== EXTRACTED ENTRIES
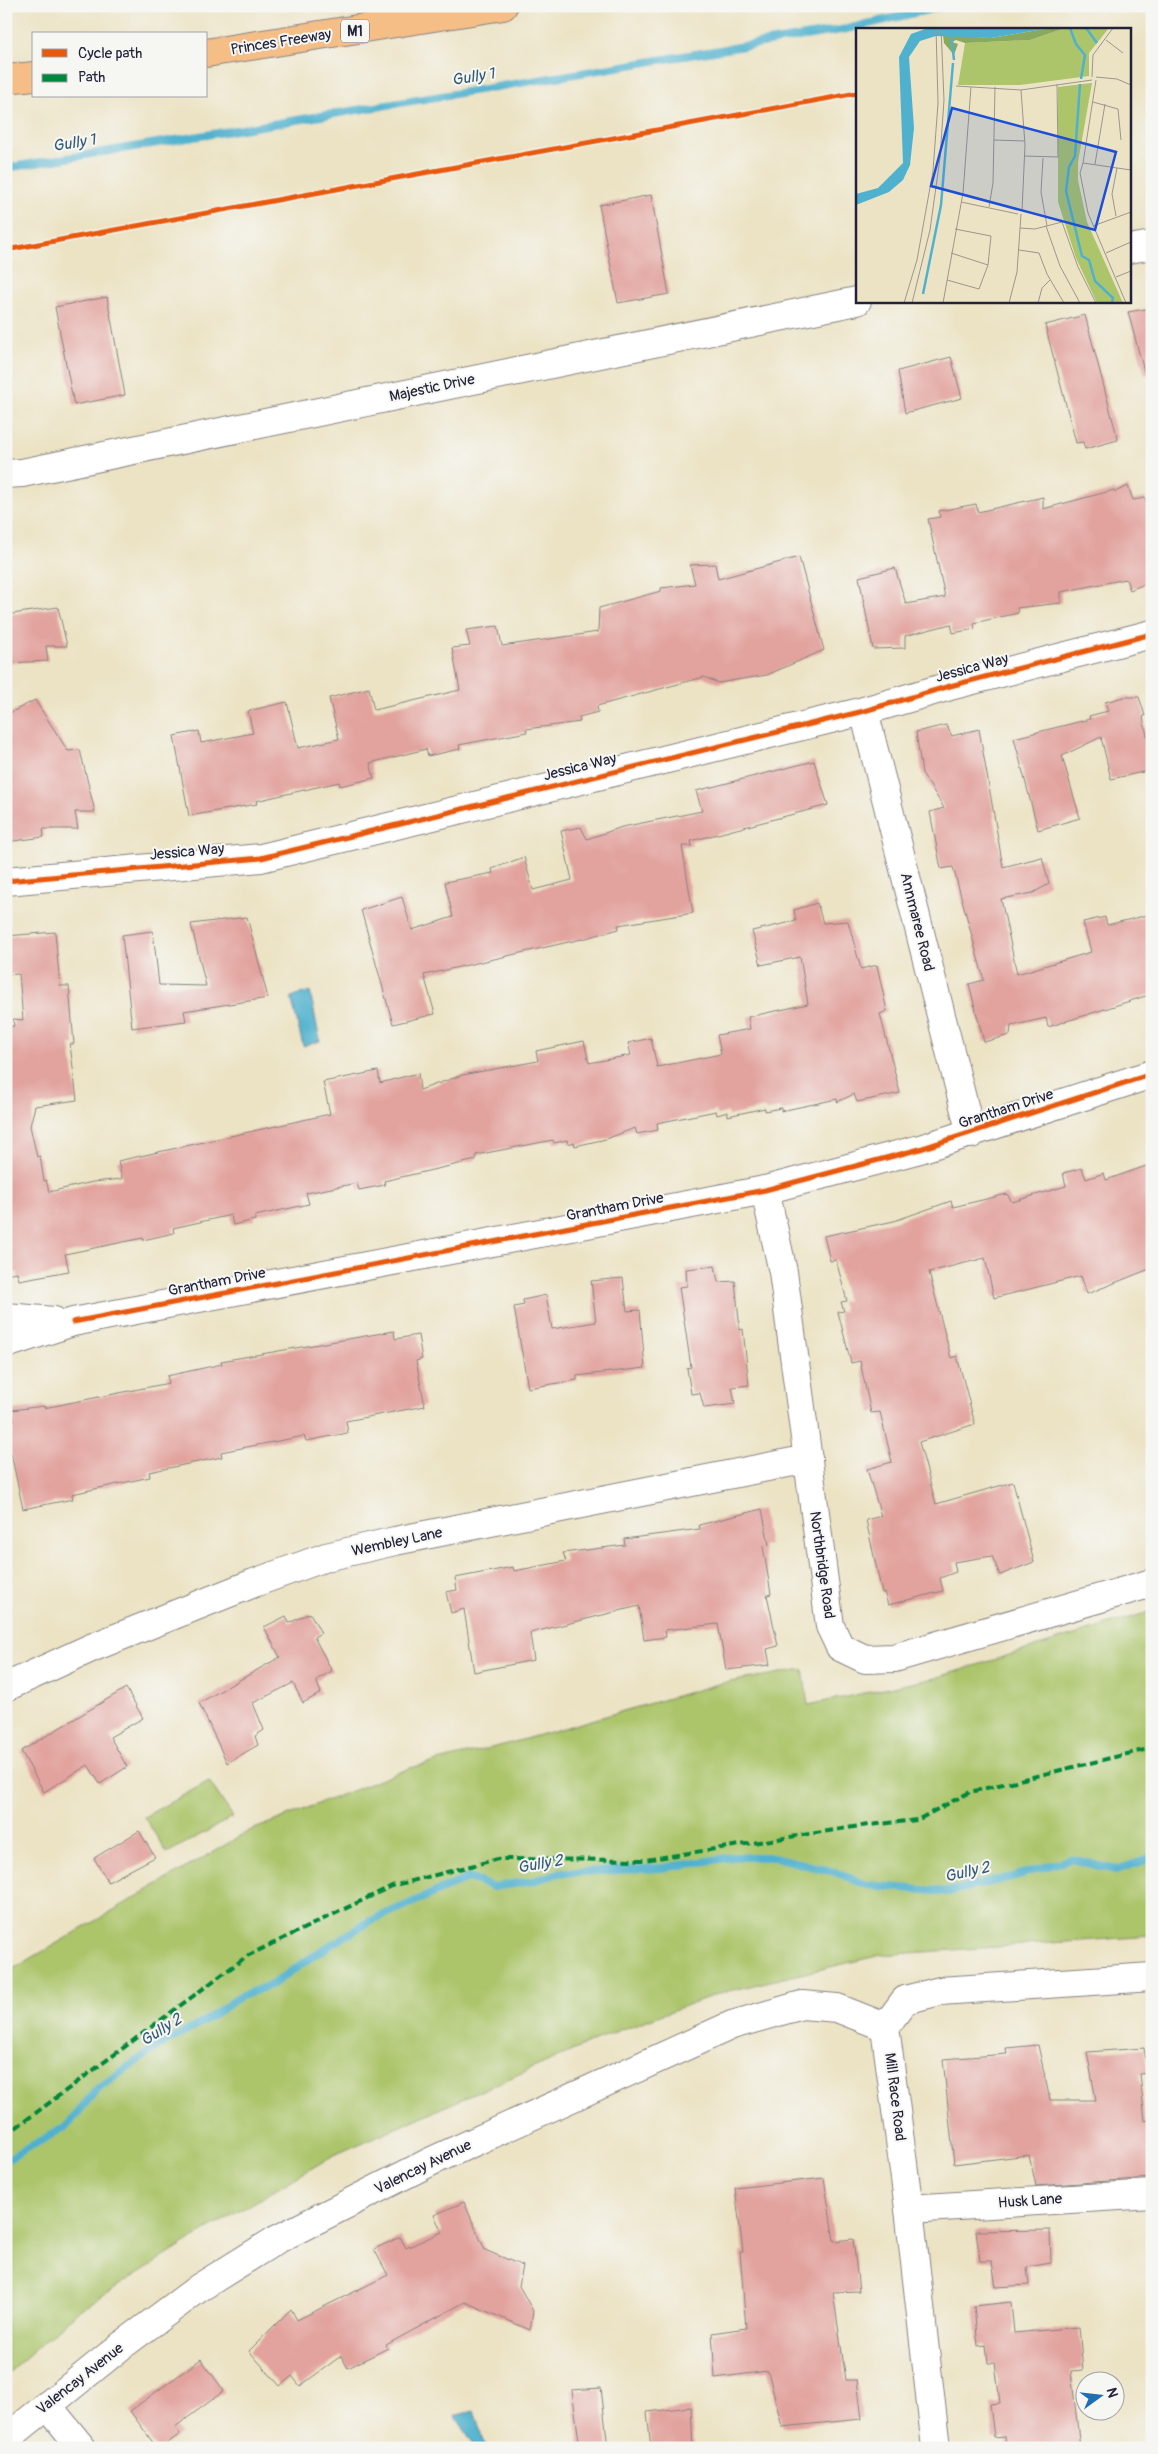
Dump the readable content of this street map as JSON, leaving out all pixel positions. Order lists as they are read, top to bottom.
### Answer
{
  "streets": {
    "highway": ["M1", "Princes Freeway"],
    "street": [
      "Majestic Drive",
      "Jessica Way",
      "Annmaree Road",
      "Grantham Drive",
      "Wembley Lane",
      "Northbridge Road",
      "Mill Race Road",
      "Valencay Avenue",
      "Husk Lane"
    ]
  },
  "crossings": [
    ["Jessica Way", "Annmaree Road"],
    ["Annmaree Road", "Grantham Drive"],
    ["Grantham Drive", "Northbridge Road"],
    ["Wembley Lane", "Northbridge Road"],
    ["Mill Race Road", "Valencay Avenue"],
    ["Mill Race Road", "Husk Lane"]
  ],
  "water": ["Gully 1", "Gully 2"],
  "legend": ["Cycle path", "Path"],
  "north": "right"
}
====
§ **PROBLEM**: Each entry must be retyped word for word, with every image omitted.

§ **RESULT**:
Dump the readable content of this street map as JSON, leaving out all pixel positions. Order lists as they are read, top to bottom.
### Answer
{
  "streets": {
    "highway": ["M1", "Princes Freeway"],
    "street": [
      "Majestic Drive",
      "Jessica Way",
      "Annmaree Road",
      "Grantham Drive",
      "Wembley Lane",
      "Northbridge Road",
      "Mill Race Road",
      "Valencay Avenue",
      "Husk Lane"
    ]
  },
  "crossings": [
    ["Jessica Way", "Annmaree Road"],
    ["Annmaree Road", "Grantham Drive"],
    ["Grantham Drive", "Northbridge Road"],
    ["Wembley Lane", "Northbridge Road"],
    ["Mill Race Road", "Valencay Avenue"],
    ["Mill Race Road", "Husk Lane"]
  ],
  "water": ["Gully 1", "Gully 2"],
  "legend": ["Cycle path", "Path"],
  "north": "right"
}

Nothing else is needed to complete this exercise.